The officer’s report outlined the work to be done, with costs and timescales, detailed the considerable extra costs the tenant had incurred as a result of having to live in an unsuitable property and outlined the weekly amount needed to cover her living expenses in alternative accommodation until such time as the work was finished.  The Chief Executive’s handwritten note in reply was brief. “DO IT. Start NOW. I want a weekly update.”  A further, typed, letter to the tenant apologised fully for the specific failings of the Council, explained the arrangements proposed to remedy them and asked for the tenant, if she agreed, to telephone her approval to the Chief Exec’s office so that delays could be kept to a minimum.  It also requested permission for the Chief Executive to visit the  tenant once the works were done, so that he could satisfy himself that everything had been sorted out.

The final document in the case-file stated that the reporting officer had visited the tenant after the Ombudsman’s case had been closed.  The tenant had had no further problems, was fully satisfied with the way her case had been handled. The officer added, somewhat smarmily, that the tenant had had a number of complimentary things to say about ‘a certain Chief Executive’, for having visited to present her with in-person apologies from the Council, a cheque reimbursing her previous expenditure and flowers and chocolates to accompany a ‘New Home’ card.
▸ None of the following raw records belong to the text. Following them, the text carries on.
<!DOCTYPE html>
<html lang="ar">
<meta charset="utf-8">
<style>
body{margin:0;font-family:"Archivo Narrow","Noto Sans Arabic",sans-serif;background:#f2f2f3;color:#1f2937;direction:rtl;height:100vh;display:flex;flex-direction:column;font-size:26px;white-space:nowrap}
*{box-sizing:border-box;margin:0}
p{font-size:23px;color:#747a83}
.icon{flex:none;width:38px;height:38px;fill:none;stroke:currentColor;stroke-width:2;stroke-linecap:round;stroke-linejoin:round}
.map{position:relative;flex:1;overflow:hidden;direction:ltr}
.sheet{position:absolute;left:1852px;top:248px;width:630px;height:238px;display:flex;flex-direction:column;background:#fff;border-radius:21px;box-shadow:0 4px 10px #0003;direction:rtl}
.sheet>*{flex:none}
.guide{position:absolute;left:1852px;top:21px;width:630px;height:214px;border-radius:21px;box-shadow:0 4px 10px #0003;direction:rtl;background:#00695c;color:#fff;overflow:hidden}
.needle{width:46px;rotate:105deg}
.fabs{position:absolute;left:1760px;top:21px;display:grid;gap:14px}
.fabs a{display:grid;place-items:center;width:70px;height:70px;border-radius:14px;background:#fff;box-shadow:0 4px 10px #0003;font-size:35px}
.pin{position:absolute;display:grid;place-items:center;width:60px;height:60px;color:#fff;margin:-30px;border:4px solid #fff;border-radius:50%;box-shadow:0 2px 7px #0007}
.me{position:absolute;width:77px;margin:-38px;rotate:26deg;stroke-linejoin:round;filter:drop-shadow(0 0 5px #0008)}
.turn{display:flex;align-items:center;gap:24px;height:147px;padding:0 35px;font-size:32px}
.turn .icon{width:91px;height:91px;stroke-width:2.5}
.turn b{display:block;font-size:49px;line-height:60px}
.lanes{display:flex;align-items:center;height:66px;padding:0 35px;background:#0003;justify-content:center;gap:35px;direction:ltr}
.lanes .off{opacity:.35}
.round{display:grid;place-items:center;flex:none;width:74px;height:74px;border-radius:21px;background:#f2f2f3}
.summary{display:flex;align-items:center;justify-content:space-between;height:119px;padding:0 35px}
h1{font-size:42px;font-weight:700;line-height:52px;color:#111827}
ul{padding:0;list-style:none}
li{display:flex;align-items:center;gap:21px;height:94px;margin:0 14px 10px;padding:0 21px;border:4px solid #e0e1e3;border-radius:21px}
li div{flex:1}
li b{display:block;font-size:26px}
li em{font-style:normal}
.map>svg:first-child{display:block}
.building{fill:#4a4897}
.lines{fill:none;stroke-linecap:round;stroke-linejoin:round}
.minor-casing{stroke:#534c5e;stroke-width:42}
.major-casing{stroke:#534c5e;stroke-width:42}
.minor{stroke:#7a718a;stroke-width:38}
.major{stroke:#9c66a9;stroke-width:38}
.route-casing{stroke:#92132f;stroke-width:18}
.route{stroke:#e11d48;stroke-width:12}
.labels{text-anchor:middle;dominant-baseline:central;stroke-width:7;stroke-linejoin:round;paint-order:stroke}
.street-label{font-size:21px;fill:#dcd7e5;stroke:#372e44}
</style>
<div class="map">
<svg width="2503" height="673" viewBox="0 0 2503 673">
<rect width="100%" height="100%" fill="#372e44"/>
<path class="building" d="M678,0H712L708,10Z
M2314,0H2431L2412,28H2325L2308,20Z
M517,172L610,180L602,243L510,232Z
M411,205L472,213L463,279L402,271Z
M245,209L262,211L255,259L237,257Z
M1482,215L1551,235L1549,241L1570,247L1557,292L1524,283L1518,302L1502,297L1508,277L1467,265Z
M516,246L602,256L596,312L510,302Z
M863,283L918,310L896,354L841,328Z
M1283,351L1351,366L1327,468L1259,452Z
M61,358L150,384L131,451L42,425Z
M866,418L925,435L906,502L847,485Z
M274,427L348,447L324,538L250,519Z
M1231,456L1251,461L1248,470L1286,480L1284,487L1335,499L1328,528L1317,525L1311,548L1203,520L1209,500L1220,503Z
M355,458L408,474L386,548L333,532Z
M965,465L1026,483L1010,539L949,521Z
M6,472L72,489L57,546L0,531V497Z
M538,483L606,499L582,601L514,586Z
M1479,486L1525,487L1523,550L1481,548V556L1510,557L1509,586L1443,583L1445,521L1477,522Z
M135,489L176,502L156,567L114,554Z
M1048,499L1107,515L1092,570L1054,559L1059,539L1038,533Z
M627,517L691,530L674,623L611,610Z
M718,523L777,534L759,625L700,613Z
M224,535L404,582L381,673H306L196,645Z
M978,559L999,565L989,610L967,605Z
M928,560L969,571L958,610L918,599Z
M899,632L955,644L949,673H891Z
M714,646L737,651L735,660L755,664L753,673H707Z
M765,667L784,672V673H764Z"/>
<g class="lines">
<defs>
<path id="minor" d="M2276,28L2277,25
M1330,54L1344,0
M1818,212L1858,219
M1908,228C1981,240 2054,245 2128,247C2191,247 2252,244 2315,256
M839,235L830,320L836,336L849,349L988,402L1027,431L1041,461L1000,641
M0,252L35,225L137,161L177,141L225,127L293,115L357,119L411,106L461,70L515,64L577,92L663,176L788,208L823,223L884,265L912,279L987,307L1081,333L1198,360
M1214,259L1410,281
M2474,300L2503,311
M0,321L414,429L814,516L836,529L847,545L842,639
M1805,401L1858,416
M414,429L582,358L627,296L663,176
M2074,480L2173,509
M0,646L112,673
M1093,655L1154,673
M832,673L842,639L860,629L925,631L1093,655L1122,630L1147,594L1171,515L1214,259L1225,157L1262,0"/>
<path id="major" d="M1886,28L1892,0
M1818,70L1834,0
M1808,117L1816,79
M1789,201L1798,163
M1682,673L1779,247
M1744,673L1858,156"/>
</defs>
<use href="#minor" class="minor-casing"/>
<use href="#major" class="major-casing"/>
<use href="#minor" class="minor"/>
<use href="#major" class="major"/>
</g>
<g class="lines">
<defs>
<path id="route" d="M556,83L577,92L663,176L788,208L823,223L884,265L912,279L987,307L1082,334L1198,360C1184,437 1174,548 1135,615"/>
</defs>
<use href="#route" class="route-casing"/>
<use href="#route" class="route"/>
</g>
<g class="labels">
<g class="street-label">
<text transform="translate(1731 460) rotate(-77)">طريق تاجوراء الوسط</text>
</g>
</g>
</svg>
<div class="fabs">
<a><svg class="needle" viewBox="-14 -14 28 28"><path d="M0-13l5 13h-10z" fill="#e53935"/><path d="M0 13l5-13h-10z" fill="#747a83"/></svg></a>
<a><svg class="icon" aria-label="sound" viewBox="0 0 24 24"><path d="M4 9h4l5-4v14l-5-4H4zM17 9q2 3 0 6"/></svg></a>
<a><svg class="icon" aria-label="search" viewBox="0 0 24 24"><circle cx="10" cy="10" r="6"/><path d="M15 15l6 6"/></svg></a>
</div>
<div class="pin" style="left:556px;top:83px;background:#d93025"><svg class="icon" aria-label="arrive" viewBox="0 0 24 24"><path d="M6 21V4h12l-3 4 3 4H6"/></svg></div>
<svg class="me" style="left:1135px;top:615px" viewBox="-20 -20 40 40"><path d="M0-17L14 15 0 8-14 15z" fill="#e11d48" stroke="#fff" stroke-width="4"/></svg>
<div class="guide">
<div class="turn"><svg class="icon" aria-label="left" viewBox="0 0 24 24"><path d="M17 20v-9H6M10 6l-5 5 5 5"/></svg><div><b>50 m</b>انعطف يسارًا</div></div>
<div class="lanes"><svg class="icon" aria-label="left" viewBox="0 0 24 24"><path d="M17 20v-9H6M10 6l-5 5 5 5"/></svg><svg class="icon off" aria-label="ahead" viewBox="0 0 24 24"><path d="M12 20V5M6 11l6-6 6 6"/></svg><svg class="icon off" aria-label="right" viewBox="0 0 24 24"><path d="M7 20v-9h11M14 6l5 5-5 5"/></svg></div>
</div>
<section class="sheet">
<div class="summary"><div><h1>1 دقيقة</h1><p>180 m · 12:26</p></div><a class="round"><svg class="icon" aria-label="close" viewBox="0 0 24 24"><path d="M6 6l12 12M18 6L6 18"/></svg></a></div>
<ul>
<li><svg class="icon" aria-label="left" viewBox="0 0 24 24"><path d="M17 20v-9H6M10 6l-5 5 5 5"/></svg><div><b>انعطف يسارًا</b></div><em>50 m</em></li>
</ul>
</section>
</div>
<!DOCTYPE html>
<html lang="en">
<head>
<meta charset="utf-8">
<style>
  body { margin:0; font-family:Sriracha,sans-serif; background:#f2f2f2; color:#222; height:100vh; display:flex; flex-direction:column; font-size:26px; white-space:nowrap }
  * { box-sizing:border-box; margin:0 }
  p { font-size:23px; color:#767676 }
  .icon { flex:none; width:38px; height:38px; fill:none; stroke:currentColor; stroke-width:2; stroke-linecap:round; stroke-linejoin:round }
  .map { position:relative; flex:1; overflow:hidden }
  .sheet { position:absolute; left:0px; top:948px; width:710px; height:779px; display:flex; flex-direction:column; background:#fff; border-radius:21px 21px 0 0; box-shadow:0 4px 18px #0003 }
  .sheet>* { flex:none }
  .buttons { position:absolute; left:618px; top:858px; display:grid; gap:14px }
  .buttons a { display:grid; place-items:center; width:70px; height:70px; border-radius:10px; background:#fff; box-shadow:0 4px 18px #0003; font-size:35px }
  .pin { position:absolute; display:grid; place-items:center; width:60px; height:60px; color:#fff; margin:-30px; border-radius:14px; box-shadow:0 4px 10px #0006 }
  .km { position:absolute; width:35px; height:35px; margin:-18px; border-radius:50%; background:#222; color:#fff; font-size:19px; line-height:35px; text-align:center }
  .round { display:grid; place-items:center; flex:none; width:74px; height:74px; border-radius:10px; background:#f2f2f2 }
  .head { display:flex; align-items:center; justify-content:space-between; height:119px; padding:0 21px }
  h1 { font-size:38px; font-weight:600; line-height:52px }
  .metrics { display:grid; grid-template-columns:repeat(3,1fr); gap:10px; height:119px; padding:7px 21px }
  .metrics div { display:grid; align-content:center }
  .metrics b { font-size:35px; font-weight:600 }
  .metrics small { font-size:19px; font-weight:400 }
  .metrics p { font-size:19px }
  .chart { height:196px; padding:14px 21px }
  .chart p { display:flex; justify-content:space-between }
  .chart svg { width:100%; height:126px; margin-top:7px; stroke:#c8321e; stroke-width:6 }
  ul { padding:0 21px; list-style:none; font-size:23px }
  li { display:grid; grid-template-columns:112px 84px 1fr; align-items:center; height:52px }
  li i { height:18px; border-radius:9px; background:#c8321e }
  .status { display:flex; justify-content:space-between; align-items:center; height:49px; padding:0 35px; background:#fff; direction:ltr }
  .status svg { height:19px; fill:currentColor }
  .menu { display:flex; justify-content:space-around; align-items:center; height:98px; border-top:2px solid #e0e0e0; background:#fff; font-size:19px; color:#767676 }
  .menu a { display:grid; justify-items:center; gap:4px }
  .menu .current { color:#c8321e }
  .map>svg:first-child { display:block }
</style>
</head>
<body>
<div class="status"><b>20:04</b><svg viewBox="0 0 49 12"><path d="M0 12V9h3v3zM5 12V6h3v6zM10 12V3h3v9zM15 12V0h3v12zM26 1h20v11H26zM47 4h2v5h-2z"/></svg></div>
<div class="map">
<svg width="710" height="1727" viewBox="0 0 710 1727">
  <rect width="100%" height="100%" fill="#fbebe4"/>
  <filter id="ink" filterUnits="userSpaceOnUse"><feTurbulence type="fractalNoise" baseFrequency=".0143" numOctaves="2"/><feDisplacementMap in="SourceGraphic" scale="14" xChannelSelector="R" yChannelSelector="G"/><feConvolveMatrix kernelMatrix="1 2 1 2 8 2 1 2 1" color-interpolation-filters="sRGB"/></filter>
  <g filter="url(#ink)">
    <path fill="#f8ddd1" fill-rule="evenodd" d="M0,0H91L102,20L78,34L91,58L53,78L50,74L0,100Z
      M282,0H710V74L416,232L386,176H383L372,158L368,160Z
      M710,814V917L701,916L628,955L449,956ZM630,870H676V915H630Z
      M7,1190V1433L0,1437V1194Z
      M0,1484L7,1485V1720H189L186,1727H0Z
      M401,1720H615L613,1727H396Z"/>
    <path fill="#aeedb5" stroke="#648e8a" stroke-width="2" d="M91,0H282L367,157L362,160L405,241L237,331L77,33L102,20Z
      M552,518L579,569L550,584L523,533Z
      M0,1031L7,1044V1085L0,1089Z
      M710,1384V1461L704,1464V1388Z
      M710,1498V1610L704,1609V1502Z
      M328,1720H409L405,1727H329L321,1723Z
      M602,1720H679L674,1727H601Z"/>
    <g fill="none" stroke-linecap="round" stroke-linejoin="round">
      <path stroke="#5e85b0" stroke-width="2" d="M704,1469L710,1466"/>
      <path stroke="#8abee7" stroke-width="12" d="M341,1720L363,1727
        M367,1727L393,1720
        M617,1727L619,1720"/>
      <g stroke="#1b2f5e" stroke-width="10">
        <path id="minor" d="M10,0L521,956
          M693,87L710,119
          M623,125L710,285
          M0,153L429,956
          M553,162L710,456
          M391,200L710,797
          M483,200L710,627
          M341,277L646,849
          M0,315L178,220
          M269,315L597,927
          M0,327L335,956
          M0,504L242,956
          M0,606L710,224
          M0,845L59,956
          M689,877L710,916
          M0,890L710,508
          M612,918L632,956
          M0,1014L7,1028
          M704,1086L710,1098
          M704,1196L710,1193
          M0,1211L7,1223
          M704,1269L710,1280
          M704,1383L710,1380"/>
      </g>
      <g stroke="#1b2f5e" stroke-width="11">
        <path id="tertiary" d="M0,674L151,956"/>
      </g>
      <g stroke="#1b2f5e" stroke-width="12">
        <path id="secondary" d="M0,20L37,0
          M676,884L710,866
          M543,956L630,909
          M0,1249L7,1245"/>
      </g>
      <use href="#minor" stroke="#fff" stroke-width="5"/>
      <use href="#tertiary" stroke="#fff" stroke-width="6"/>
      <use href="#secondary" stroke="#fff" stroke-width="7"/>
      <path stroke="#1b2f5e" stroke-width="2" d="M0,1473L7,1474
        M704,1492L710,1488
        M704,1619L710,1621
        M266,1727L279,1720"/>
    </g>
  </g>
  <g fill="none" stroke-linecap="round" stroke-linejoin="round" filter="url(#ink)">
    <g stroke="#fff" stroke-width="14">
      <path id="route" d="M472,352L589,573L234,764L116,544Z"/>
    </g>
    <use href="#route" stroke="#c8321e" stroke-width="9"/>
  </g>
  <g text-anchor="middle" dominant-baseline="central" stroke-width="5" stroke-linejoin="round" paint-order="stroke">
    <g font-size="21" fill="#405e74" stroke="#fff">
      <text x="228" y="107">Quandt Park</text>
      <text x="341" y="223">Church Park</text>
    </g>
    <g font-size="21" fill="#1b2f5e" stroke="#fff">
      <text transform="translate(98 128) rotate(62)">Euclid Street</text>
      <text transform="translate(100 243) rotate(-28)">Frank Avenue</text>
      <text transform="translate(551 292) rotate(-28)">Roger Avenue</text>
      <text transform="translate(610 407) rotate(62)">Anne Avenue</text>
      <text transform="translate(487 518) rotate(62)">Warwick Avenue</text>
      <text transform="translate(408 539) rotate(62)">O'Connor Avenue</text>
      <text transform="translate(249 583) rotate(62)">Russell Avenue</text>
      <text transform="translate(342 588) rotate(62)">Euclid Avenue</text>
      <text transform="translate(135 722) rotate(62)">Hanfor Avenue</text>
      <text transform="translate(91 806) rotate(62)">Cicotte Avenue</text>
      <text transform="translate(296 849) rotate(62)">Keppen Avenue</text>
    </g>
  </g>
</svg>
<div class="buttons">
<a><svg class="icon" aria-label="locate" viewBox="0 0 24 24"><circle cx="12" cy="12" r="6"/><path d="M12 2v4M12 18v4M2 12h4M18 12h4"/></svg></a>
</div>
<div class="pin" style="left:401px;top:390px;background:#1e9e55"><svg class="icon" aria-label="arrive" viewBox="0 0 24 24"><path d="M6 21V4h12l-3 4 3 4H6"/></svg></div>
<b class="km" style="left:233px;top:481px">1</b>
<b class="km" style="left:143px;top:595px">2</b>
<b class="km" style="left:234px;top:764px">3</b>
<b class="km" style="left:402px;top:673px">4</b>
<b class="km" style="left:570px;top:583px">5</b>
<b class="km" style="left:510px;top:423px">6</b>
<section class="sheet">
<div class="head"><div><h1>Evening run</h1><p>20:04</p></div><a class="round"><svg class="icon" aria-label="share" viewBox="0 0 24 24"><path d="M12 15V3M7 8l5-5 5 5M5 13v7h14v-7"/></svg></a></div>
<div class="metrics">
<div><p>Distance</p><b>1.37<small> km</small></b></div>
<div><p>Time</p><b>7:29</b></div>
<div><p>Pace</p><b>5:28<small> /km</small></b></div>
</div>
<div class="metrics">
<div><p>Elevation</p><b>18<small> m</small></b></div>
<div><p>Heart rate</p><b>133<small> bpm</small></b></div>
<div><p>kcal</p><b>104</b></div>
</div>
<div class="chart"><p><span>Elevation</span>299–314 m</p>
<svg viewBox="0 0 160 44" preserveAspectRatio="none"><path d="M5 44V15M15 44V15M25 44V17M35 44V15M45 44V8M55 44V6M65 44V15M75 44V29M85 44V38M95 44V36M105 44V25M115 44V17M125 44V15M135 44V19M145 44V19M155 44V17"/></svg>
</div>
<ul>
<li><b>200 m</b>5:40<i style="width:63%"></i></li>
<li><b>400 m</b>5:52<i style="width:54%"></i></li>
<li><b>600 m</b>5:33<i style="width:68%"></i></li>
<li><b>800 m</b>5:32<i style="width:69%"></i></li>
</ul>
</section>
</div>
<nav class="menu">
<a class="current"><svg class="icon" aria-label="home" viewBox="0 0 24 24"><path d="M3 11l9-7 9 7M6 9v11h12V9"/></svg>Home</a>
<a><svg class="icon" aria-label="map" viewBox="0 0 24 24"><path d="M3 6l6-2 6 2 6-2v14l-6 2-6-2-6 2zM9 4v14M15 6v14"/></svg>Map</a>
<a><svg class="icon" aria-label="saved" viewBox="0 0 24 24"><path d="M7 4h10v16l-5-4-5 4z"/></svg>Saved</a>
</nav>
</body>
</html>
That was the Chief.  He was a wily political operator and undoubtedly autocratic, but his fundamental concern – above his staff and beyond the councillors – was the people, whether as a collective, as small groups, or as individuals, whom the Council was there to serve.  I liked and admired him and was very sorry when, a few years later, the Council found itself mired in a scandal whose origins predated his appointment; and, after it all ended in the inevitable disaster, he felt obliged to resign.  Although the causes of the scandal were nothing to do with him, he had been unable to make it go away, and he recognised that someone else needed to take over in order to allow a fresh start with a clean slate.  Like Ed Ray, the Chief accepted that although he had had no power over what had gone wrong, he did have the power to help right it for the future, and he took the necessary action, however unpleasant it was for himself.

The original administrators dealing with Brenda Tracy, and with the Council tenant, were incapable of seeing that they had got things wrong, and badly.  In both cases, there needed to be a change of administration before the people affected by the wrongdoing could be satisfied that they would get redress.

It’s a pity a scandal and an outrage that the current Chief Executive and Board of Southern Health can’t see that they need to go for exactly the same reasons.  They are part of the problem, so they can never be part of any satisfactory solution.  However many times they repeat, “We have made changes”, the people affected by their failings will not, cannot, have confidence in these pronouncements, as long as they are spoken by the same old faces that have already proved themselves untrustworthy and two-faced.

For people to have any confidence in Southern Health, Katrina and the Sloves need to resign. Now.